The country has seen 21 IPOs in total so far this year, already surpassing the 14 IPOs recorded for 2016. However, the combined total of funds raised from all of these IPOs, running from January through August, only stands at Rp 3.79 trillion ($284.1 million), still quite far off last year’s Rp 12.07 trillion ($905.2 million).
IPOs in Pipeline
Hamdi Hassyarbaini, Director of Surveillance and Compliance at the Indonesia Stock Exchange (IDX), the country’s local bourse, told the Insider Stories last week that there are seven companies that have submitted their plans for an IPO later this year to the country’s financial sector regulator, the Financial Services Authority (OJK) and the IDX, while there are three companies seeking to hold a ‘mini-expose’, or an event to present to the IDX their company’s financial performance for a planned IPO.

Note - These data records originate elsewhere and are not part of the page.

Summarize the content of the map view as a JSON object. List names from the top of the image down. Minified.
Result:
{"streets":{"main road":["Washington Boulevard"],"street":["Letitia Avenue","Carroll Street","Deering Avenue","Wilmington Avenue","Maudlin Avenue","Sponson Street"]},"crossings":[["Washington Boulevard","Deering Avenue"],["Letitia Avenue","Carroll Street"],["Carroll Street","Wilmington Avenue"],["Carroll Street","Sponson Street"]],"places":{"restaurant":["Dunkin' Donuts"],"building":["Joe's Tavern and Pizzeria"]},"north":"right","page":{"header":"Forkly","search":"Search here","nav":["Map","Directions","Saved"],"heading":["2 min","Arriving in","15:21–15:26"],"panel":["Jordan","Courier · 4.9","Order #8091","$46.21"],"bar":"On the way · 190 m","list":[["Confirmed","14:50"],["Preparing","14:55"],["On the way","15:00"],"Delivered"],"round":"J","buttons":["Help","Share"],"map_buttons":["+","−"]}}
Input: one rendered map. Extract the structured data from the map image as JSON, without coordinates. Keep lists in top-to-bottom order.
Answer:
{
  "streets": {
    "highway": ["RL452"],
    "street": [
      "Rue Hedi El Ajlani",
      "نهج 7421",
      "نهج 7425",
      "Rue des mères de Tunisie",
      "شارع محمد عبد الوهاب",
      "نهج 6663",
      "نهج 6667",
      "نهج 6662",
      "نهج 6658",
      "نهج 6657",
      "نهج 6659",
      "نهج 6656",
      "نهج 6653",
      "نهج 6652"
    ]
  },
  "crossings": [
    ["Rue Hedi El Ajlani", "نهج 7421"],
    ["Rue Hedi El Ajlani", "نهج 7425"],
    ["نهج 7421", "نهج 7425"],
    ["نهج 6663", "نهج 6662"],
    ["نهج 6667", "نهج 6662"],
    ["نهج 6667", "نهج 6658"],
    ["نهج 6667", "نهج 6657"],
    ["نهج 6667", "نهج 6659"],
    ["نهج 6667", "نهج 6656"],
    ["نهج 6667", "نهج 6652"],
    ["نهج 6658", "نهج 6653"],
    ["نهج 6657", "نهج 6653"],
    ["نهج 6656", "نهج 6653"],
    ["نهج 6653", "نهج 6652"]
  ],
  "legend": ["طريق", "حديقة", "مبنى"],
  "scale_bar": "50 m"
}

PT Emdeki Utama, a calcium carbide producer, known for its MDQ brand, will be the next newly-listed company at the Indonesia Stock Exchange (IDX), with an IPO slated for next month. The company was previously reported to be seeking to raise up to Rp 400 billion from the IPO, selling about 500 million new shares, equivalent to 25 percent of its enlarged capital from a September IPO.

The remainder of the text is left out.